Banding together with two university mates, Johnny self-published a visual encyclopedia of marine animals from his time snorkelling Port Phillip, near Melbourne.
“It came about because we used to like taking photos and showing it to our relatives - things like seahorses, sea dragons and cuttlefish.
“We thought, no one seems to know about all these unique animals living on the doorstep of Melbourne – we should make a book.
“After that I kind of had this personal mission to take a photo of every single marine animal in Australia. I now realise it was an outrageous mission because it’s a lot harder than just swimming around in rockpools,” Johnny laughed.
“I moved to Ningaloo Reef in Western Australia and started snapping photos of all the megafauna they have there.
“The last spot was meant to be the Great Barrier Reef.”
After being satisfied with his exploration of the west-coast, Johnny made the move to Daydream Island to work as manager of the island’s free-form coral lagoon. While there, he also helped establish the on-island coral restoration facility.

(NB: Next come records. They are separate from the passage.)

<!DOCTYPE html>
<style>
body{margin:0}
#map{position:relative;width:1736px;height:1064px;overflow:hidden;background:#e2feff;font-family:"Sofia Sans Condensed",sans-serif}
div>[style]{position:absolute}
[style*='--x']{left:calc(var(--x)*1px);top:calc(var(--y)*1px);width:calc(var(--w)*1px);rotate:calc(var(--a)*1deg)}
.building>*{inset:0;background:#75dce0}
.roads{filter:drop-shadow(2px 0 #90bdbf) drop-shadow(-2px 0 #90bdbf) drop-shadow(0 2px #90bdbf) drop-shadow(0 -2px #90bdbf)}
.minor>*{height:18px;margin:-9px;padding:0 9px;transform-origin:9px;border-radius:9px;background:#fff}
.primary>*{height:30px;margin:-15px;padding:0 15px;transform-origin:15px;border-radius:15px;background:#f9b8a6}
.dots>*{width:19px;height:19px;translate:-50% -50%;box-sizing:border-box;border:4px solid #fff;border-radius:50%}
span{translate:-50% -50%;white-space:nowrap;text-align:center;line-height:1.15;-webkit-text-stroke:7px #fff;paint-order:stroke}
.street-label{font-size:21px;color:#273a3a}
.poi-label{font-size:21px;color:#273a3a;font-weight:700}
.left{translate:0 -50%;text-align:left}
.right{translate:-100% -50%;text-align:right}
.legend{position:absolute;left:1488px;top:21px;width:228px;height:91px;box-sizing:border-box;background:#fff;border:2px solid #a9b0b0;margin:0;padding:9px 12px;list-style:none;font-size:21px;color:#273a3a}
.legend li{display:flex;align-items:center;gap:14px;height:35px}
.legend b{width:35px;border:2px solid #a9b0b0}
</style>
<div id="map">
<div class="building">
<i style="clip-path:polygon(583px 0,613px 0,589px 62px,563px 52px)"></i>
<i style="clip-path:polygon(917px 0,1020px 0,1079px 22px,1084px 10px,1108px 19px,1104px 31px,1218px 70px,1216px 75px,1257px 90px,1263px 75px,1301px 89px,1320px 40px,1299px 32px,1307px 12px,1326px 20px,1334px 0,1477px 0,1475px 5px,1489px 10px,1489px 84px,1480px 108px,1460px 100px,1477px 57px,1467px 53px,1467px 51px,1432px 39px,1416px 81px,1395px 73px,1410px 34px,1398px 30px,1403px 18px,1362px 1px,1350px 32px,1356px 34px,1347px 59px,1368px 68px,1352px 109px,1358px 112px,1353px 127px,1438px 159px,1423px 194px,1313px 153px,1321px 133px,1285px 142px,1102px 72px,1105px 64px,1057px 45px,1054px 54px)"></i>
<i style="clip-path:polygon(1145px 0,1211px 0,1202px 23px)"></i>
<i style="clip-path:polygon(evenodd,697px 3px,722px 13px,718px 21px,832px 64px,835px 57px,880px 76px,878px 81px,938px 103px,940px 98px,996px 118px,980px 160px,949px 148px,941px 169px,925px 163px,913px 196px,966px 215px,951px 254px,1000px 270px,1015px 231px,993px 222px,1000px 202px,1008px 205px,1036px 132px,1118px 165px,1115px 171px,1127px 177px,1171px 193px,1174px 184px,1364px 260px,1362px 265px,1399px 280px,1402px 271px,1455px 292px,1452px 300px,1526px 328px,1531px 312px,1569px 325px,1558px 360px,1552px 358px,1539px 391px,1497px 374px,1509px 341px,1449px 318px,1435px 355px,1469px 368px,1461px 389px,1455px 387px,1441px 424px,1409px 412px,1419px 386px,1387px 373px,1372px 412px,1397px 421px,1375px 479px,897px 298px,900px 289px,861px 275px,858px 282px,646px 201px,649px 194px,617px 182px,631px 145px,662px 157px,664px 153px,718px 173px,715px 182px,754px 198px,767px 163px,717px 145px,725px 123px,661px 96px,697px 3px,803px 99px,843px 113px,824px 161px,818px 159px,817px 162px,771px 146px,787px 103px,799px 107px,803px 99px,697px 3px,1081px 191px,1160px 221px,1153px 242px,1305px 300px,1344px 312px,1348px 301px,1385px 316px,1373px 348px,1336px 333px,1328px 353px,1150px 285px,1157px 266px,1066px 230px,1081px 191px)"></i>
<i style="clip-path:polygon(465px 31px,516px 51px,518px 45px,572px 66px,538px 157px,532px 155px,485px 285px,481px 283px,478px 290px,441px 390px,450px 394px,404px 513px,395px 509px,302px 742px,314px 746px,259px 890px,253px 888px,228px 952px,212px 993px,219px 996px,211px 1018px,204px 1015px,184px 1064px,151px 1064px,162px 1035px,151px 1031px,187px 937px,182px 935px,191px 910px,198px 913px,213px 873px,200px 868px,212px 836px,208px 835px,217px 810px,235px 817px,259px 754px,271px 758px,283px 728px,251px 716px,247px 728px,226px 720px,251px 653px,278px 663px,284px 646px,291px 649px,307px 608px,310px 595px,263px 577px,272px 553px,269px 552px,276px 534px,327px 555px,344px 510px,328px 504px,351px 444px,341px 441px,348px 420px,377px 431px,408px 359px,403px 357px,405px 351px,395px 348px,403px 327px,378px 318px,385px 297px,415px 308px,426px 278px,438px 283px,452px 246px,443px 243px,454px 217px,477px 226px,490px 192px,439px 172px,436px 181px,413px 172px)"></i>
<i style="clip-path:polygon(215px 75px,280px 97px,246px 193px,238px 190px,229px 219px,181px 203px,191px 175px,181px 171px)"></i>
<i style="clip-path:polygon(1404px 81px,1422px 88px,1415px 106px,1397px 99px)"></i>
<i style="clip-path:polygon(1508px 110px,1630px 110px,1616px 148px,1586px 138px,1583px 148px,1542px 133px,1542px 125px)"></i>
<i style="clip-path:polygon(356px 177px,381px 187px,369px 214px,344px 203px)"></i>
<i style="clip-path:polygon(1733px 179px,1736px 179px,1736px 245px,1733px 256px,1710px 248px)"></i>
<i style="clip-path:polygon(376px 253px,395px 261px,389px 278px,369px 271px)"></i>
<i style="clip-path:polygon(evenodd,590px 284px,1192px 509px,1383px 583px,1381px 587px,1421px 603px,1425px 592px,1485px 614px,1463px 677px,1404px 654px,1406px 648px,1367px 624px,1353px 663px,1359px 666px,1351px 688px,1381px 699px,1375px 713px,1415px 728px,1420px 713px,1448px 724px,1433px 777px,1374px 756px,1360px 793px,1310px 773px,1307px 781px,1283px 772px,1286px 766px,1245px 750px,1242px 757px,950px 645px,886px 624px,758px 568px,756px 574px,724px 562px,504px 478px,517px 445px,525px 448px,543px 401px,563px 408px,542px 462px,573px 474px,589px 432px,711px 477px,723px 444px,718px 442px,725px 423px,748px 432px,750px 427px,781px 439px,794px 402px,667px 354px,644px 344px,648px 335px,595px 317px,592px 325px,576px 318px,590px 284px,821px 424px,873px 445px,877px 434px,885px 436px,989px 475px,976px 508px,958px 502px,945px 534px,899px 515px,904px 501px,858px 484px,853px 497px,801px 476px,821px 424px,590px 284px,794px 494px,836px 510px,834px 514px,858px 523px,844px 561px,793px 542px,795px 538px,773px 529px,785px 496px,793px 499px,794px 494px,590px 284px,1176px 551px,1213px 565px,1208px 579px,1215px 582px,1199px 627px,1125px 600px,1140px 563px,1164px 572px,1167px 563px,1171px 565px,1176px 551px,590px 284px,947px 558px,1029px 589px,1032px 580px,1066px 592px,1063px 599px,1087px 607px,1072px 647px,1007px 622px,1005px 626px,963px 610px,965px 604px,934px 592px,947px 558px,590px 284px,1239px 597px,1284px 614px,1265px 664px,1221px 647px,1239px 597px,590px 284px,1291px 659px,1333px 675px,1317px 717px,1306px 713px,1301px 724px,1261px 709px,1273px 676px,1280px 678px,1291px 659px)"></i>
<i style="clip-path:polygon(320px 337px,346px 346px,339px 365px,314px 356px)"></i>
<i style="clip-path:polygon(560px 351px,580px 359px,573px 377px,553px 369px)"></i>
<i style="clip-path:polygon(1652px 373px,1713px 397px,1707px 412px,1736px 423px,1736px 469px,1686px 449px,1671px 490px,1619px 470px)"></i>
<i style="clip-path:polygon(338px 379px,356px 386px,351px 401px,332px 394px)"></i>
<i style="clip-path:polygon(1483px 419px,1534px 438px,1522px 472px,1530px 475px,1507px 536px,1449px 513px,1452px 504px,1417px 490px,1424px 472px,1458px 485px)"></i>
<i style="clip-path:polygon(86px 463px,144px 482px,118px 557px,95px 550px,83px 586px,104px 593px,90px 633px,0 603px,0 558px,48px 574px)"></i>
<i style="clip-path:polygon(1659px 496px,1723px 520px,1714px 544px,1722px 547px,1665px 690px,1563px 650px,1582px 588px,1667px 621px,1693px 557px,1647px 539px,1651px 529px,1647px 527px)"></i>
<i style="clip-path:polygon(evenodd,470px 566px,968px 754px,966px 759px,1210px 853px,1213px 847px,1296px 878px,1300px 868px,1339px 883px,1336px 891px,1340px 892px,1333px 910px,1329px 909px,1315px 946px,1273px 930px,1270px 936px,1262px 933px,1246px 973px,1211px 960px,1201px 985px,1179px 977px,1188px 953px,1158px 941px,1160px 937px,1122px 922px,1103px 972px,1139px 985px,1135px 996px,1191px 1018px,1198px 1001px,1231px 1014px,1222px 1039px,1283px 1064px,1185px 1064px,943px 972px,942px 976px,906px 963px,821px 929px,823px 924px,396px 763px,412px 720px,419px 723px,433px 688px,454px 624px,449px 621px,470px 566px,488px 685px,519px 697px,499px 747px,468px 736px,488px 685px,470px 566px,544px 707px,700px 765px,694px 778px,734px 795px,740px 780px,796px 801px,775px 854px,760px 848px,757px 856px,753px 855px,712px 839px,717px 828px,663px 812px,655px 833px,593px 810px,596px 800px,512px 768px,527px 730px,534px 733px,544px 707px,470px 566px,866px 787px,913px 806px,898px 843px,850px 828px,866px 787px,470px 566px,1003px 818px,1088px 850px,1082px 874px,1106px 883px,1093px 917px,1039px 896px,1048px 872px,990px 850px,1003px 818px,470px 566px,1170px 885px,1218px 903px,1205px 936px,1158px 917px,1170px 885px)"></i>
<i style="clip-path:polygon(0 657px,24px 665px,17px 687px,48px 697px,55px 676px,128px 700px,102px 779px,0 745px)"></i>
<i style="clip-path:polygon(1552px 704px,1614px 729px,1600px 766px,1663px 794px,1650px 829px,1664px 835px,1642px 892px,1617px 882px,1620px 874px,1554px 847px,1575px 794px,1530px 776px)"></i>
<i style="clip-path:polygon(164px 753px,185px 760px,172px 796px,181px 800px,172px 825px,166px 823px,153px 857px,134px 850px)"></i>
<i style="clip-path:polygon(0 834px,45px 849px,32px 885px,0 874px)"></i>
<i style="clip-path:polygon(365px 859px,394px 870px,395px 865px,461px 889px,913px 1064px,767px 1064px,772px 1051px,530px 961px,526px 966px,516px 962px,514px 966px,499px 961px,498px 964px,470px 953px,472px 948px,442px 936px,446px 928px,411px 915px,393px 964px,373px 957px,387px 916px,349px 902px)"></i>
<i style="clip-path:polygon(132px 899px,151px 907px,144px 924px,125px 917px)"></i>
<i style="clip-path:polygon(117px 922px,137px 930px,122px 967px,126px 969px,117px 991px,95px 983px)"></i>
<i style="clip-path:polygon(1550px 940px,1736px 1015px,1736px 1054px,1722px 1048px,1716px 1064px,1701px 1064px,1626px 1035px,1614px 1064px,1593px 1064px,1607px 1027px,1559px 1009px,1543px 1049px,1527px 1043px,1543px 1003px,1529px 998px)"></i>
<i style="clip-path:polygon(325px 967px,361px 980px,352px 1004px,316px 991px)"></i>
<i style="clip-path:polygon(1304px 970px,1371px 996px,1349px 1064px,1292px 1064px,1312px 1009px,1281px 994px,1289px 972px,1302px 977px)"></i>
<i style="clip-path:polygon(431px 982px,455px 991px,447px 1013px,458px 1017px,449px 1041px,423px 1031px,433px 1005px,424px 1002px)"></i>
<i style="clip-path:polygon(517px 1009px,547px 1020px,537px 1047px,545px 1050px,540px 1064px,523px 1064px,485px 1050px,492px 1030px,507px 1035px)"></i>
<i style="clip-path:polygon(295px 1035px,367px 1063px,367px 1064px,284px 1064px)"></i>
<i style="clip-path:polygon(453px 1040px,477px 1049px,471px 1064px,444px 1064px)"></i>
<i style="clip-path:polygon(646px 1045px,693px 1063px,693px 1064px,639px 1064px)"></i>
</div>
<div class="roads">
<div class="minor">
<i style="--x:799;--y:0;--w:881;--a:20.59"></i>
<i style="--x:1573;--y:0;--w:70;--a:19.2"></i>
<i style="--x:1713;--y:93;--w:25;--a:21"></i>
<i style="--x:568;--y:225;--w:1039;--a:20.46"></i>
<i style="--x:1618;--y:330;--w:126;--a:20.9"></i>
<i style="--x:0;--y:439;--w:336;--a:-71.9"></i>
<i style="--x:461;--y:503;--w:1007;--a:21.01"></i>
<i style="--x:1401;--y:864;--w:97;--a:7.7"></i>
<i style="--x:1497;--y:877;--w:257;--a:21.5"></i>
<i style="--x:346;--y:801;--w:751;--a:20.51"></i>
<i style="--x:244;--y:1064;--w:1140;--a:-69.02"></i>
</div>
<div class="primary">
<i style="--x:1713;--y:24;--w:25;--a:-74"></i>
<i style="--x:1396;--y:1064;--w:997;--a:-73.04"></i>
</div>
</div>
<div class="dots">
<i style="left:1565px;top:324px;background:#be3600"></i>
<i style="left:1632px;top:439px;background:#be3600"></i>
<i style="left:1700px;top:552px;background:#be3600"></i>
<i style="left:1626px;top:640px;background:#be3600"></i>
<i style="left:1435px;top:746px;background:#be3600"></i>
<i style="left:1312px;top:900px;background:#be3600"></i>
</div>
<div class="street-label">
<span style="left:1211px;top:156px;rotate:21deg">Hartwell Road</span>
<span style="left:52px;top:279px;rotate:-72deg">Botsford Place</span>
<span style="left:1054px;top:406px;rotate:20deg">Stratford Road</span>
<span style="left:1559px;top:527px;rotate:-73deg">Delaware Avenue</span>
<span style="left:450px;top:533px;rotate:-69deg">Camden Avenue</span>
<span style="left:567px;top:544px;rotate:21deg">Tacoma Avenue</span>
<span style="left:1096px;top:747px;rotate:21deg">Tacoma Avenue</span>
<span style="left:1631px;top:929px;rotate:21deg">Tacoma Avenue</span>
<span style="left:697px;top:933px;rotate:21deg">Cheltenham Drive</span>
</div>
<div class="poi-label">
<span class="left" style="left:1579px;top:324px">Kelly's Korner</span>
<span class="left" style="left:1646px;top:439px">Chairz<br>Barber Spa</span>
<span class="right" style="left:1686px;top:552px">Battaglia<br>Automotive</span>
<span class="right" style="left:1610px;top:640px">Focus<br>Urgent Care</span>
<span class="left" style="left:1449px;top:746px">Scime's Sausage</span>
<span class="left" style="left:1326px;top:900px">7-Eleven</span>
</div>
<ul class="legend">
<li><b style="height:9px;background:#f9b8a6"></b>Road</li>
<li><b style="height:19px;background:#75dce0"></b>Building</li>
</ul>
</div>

“While working on Daydream, I was getting in the water as much as I could.
“It kind of becomes your underwater home when you spend so much time in the water in one location.
“And then along came cyclone Debbie.”
Severe Tropical Cyclone Debbie hit the Whitsunday region as a category 4 storm in 2017, with winds topping 260 kilometres per hour, causing extensive damage above and below the surface.
“Cyclone Debbie sent a few of us into a really dark place.
“When you live on the island you feel like you live in a part of that ecosystem, and when it disappears overnight, you feel lost.
“Cyclone Debbie really impacted me because the sites I’d been exploring around the island went from 80–90 per cent coral cover to basically zero coral cover.
“This sparked a search for coral havens or areas that were not impacted by the cyclone.
“I got a bit obsessive and hooked on this idea and spent the last six years trying to find the perfect reef… a place with high diversity that could better withstand disturbances.”
Inspired through his passion project, the then reef manager at Daydream Island Resort applied to be a Master Reef Guide with the Great Barrier Reef Marine Park Authority.
“I became really interested in understanding the science – understanding the reefs at site level.
“The Eye on the Reef program and the site stewardship framework are two things I am really interested in because there’s no other set of programs that allow people to understand a site at that intricate level.
“And working with tourism operators, who visit the Reef every day who are equally as passionate about the Reef and their sites is why I wanted to work with this team at the Reef Authority.
“My job is to work closely with the tourism industry in ensuring they’re using best practice to protect their site.
“It’s important because these are the people that are out there every day and they’re the ones who notice those small changes in the environment.
“Taking the data they provide and processing it for a higher level of understanding is just such a great collaboration to be a part of.”
Reflecting on his diverse career journey, his advice to students is to sample a bit of it all.
“Our industry is so broad, and you could land anywhere in any type of job, but while you’re young, try out lots of different avenues your career could go, because you have plenty of time to settle into a job that you want to pursue.”